Key contractual issues to consider
When considering the impact of the sanctions on contracts (and the inability to comply with their terms), regard should be had to:
- The doctrine of frustration of contract (which includes supervening illegality), which applies where the parties are discharged from all their future obligations because the contract has become incapable of being performed through no fault of either party. If a contract is frustrated, it will automatically terminate. All future obligations cease, and no party is entitled to damages.
- The terms of the contract itself:
- Force majeure clauses – clauses providing a large range of extraordinary (potentially frustrating) events that prevent one or both parties from fulfilling the contract (eg war). Generally, when a situation specified in the contract transpires, both parties are discharged from all their obligations.

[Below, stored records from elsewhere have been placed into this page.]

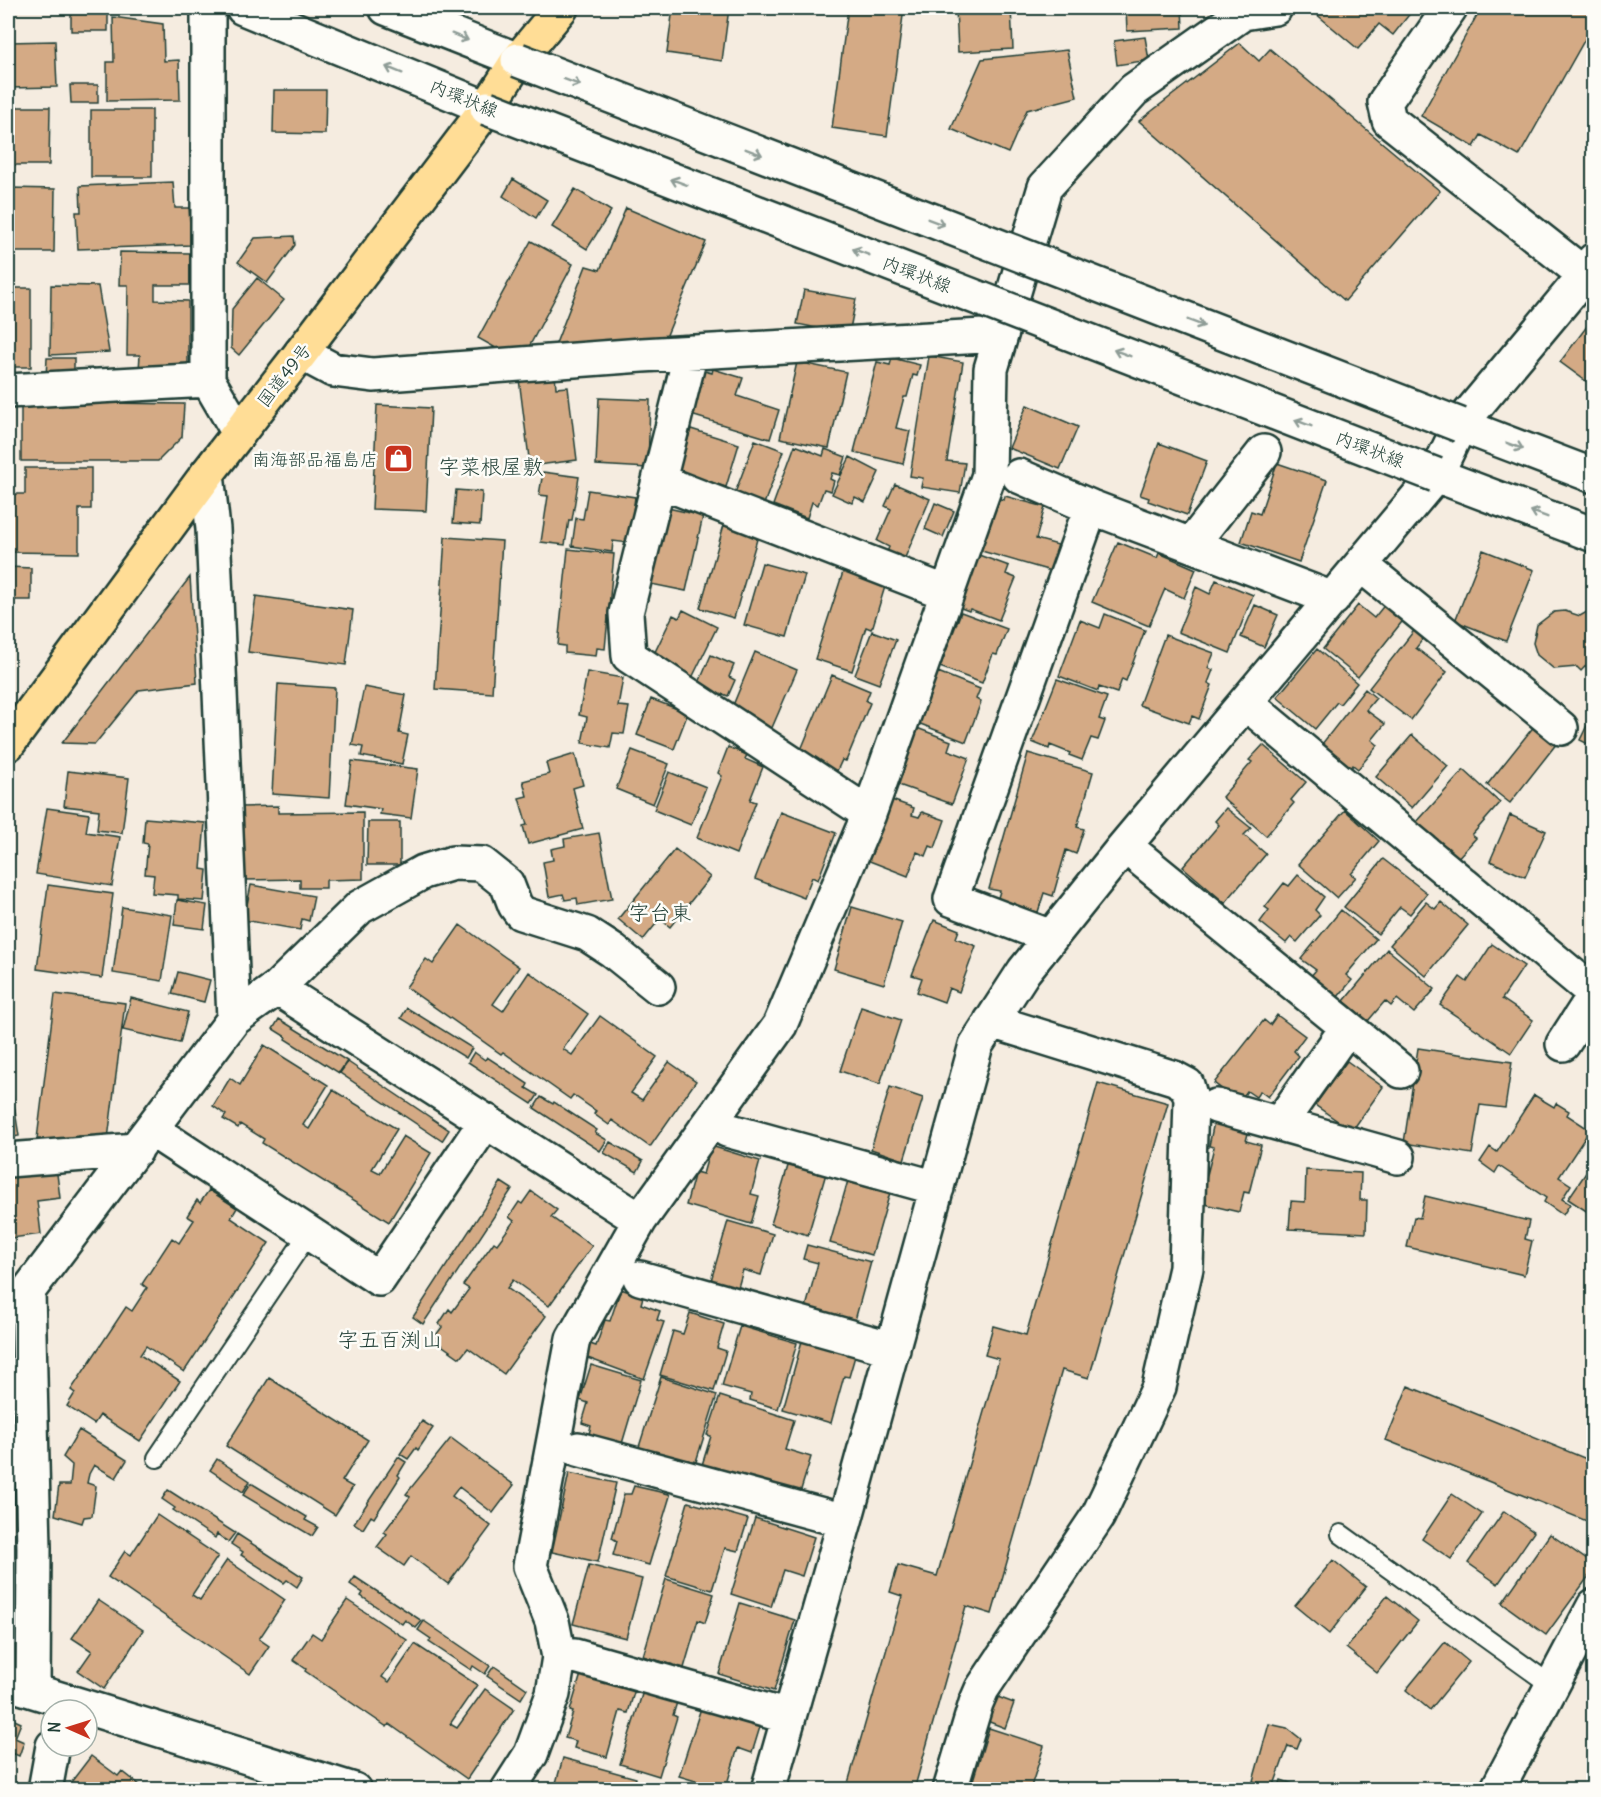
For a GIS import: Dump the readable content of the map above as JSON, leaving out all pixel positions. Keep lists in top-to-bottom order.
{
  "streets": {
    "highway": ["国道49号"],
    "street": ["内環状線"]
  },
  "crossings": [
    ["内環状線", "国道49号"]
  ],
  "districts": ["字菜根屋敷", "字台東", "字五百渕山"],
  "places": {
    "shop": ["南海部品福島店"]
  },
  "north": "left"
}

- Material adverse change clauses – clauses that generally allow a transaction to be cancelled if a specified event that has a detrimental impact on the value of the transaction (ie a “material adverse change”) occurs.
- Whether there has been a “total failure of consideration”, in which case, both parties may be discharged from all their obligations, even though one (or both) parties incurred performance costs.
- Whether the parties may be able to rely on a quantum meruit claim, which may allow them to claim payment for work done in fulfilment of the contract (even if, for example, the contract is otherwise frustrated).
- The governing law of the contract (choice of law). This is because, in most cases, the law which the parties choose to govern the contract will be relevant to understanding the rights and obligations under that contract.
- Any jurisdiction clause in the contract. A jurisdiction clause usually determines which court or arbitral tribunal will hear any dispute under the contract. This said, even though the parties may have expressly agreed on a specific jurisdiction, the courts may not always uphold that choice.
Before refusing to perform or purporting to terminate a contract, legal advice should be taken on the legality of that act and the consequences that may arise. For example, a party may have taken action to terminate a contract thinking it has been frustrated. If that analysis is incorrect, the termination might amount to wrongful termination (and therefore repudiation) of the contract, exposing the breaching party to a claim in damages.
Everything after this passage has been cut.